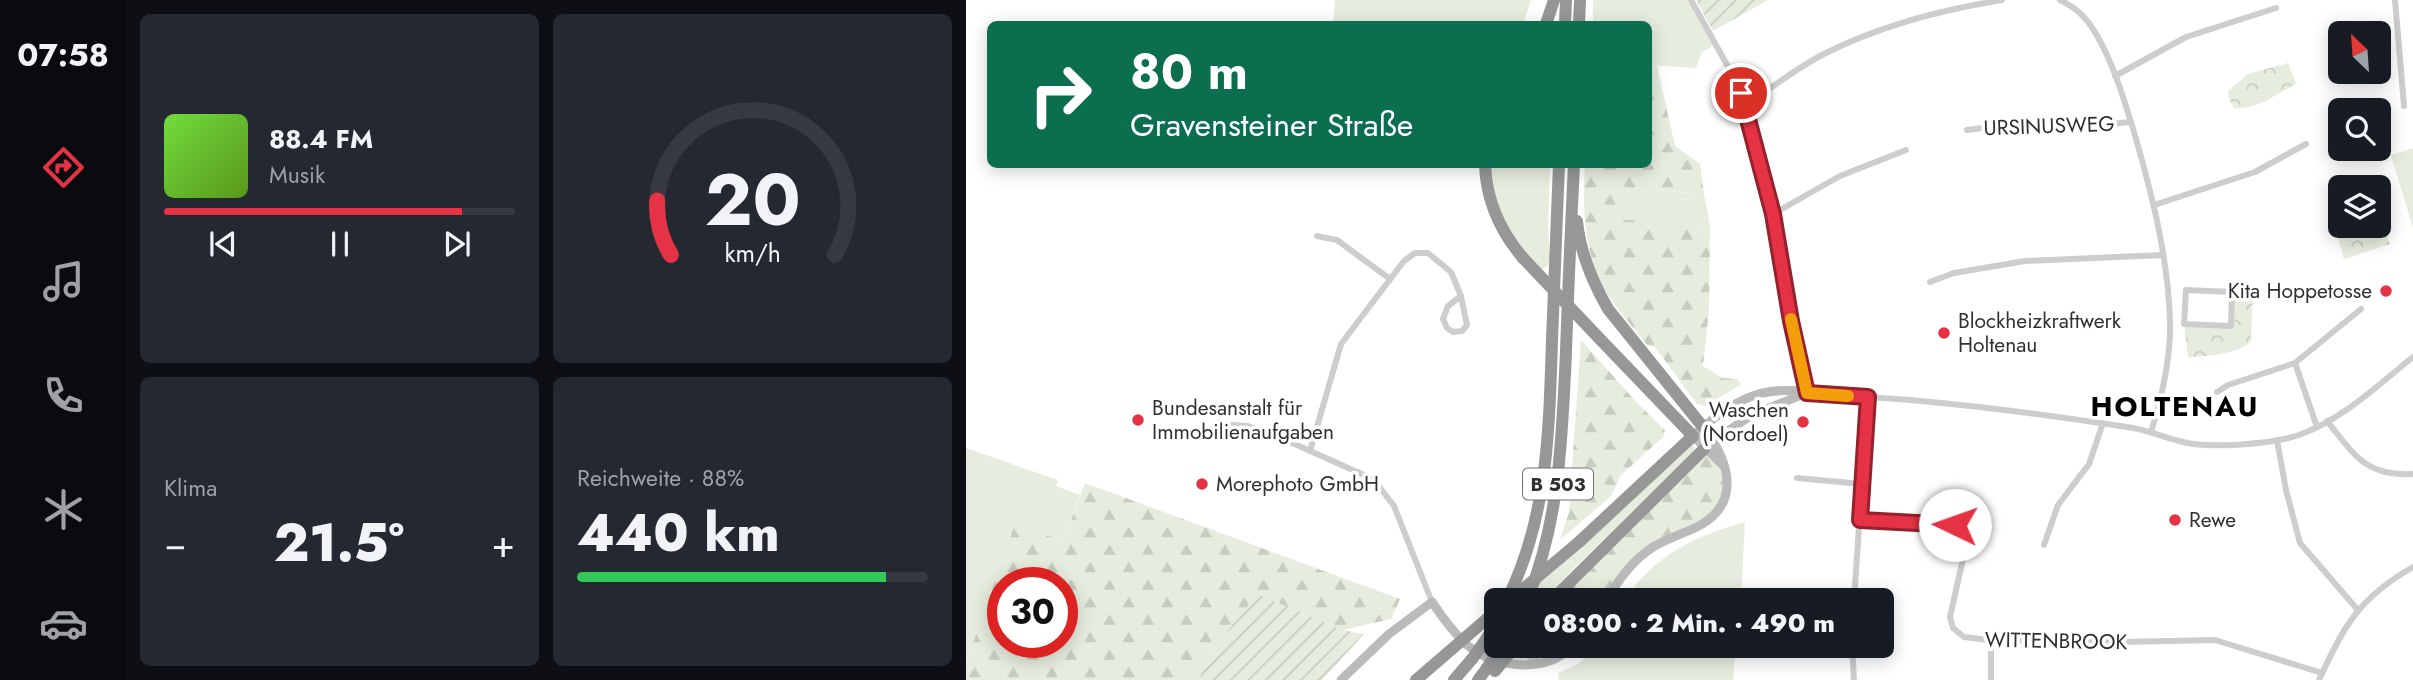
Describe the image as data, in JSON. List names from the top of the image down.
{
  "streets": {
    "highway": ["B 503"],
    "street": ["URSINUSWEG", "WITTENBROOK"]
  },
  "districts": ["HOLTENAU"],
  "places": [
    "Kita Hoppetosse",
    "Blockheizkraftwerk Holtenau",
    "Bundesanstalt für Immobilienaufgaben",
    "Waschen (Nordoel)",
    "Morephoto GmbH",
    "Rewe"
  ],
  "north": "top left",
  "page": {
    "tabs": "07:58",
    "turn": ["80 m", "Gravensteiner Straße"],
    "song": ["88.4 FM", "Musik"],
    "tile": [
      "Klima",
      ["Reichweite · 88%", "440 km"]
    ],
    "heat": ["−", "21.5°", "+"],
    "limit": "30",
    "trip": "08:00 · 2 Min. · 490 m",
    "gauge": ["20", "km/h"]
  }
}
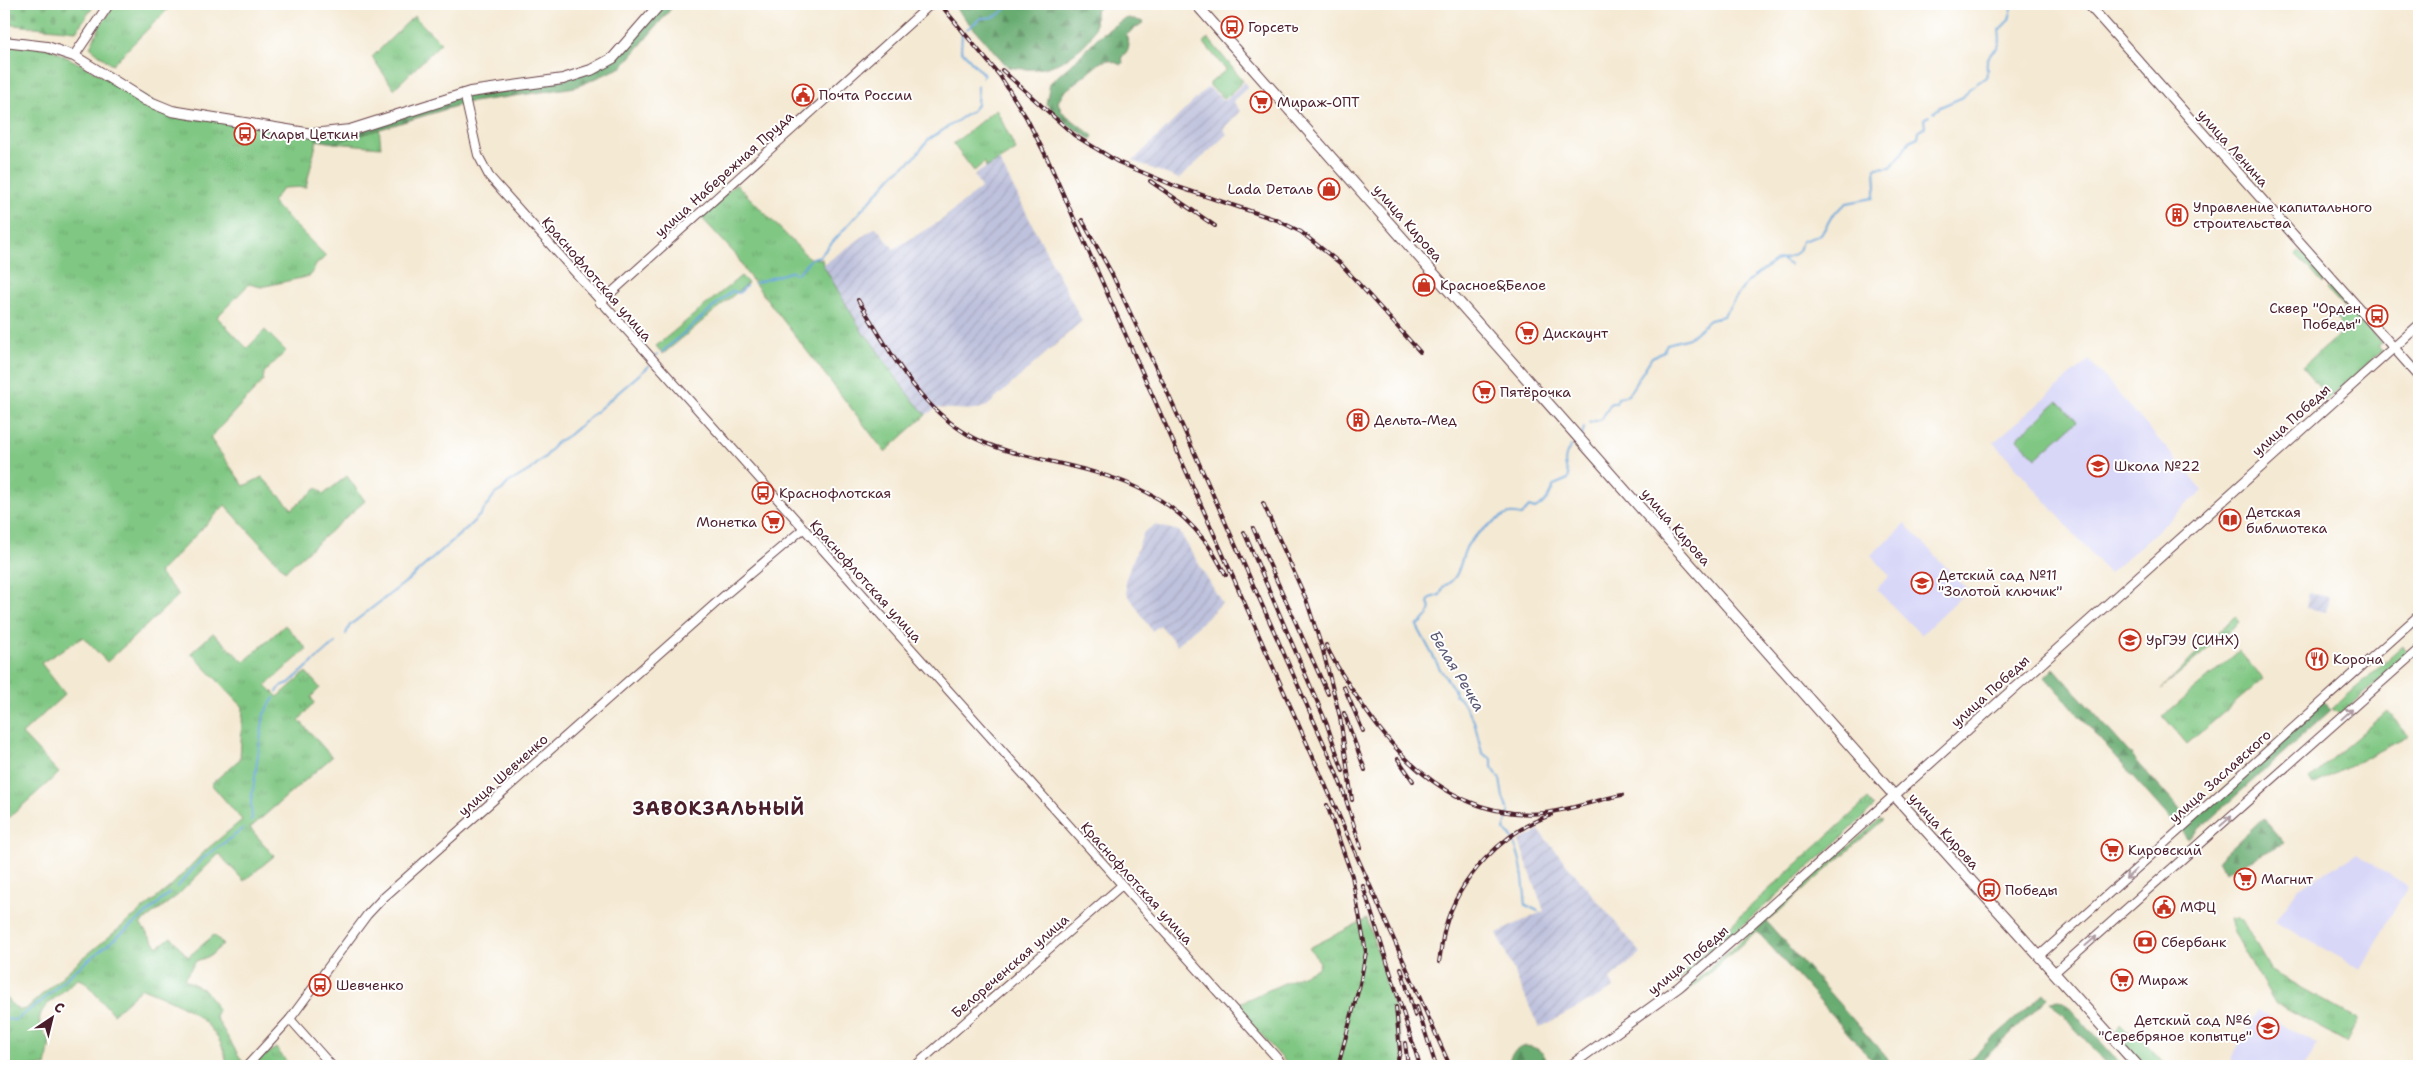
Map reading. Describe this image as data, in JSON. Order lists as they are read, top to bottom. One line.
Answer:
{"streets":{"main road":["улица Ленина","улица Кирова","улица Победы"],"street":["улица Набережная Пруда","Краснофлотская улица","улица Шевченко","улица Заславского","Белореченская улица"]},"crossings":[["улица Ленина","улица Победы"],["улица Набережная Пруда","Краснофлотская улица"],["улица Кирова","улица Победы"],["улица Кирова","улица Заславского"],["Краснофлотская улица","улица Шевченко"],["Краснофлотская улица","Белореченская улица"]],"districts":["ЗАВОКЗАЛЬНЫЙ"],"water":["Белая Речка"],"places":{"bus stop":["Горсеть","Клары Цеткин","Сквер \"Орден Победы\"","Краснофлотская","Победы","Шевченко"],"public building":["Почта России","МФЦ"],"supermarket":["Мираж-ОПТ","Дискаунт","Пятёрочка","Монетка","Кировский","Магнит","Мираж"],"shop":["Lada Dеталь","Красное&Белое"],"building":["Управление капитального строительства","Дельта-Мед"],"school or university":["Школа №22","Детский сад №11 \"Золотой ключик\"","УрГЭУ (СИНХ)","Детский сад №6 \"Серебряное копытце\""],"library":["Детская библиотека"],"restaurant":["Корона"],"bank":["Сбербанк"]},"north":"top right"}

- - - - - - -

# Assignment
With the pictures set aside, repeat every entry above exactly.

# Exercise output
Describe the image as data, in JSON. List names from the top of the image down.
{
  "streets": {
    "highway": ["B 503"],
    "street": ["URSINUSWEG", "WITTENBROOK"]
  },
  "districts": ["HOLTENAU"],
  "places": [
    "Kita Hoppetosse",
    "Blockheizkraftwerk Holtenau",
    "Bundesanstalt für Immobilienaufgaben",
    "Waschen (Nordoel)",
    "Morephoto GmbH",
    "Rewe"
  ],
  "north": "top left",
  "page": {
    "tabs": "07:58",
    "turn": ["80 m", "Gravensteiner Straße"],
    "song": ["88.4 FM", "Musik"],
    "tile": [
      "Klima",
      ["Reichweite · 88%", "440 km"]
    ],
    "heat": ["−", "21.5°", "+"],
    "limit": "30",
    "trip": "08:00 · 2 Min. · 490 m",
    "gauge": ["20", "km/h"]
  }
}
Map reading. Describe this image as data, in JSON. Order lists as they are read, top to bottom. One line.
Answer:
{"streets":{"main road":["улица Ленина","улица Кирова","улица Победы"],"street":["улица Набережная Пруда","Краснофлотская улица","улица Шевченко","улица Заславского","Белореченская улица"]},"crossings":[["улица Ленина","улица Победы"],["улица Набережная Пруда","Краснофлотская улица"],["улица Кирова","улица Победы"],["улица Кирова","улица Заславского"],["Краснофлотская улица","улица Шевченко"],["Краснофлотская улица","Белореченская улица"]],"districts":["ЗАВОКЗАЛЬНЫЙ"],"water":["Белая Речка"],"places":{"bus stop":["Горсеть","Клары Цеткин","Сквер \"Орден Победы\"","Краснофлотская","Победы","Шевченко"],"public building":["Почта России","МФЦ"],"supermarket":["Мираж-ОПТ","Дискаунт","Пятёрочка","Монетка","Кировский","Магнит","Мираж"],"shop":["Lada Dеталь","Красное&Белое"],"building":["Управление капитального строительства","Дельта-Мед"],"school or university":["Школа №22","Детский сад №11 \"Золотой ключик\"","УрГЭУ (СИНХ)","Детский сад №6 \"Серебряное копытце\""],"library":["Детская библиотека"],"restaurant":["Корона"],"bank":["Сбербанк"]},"north":"top right"}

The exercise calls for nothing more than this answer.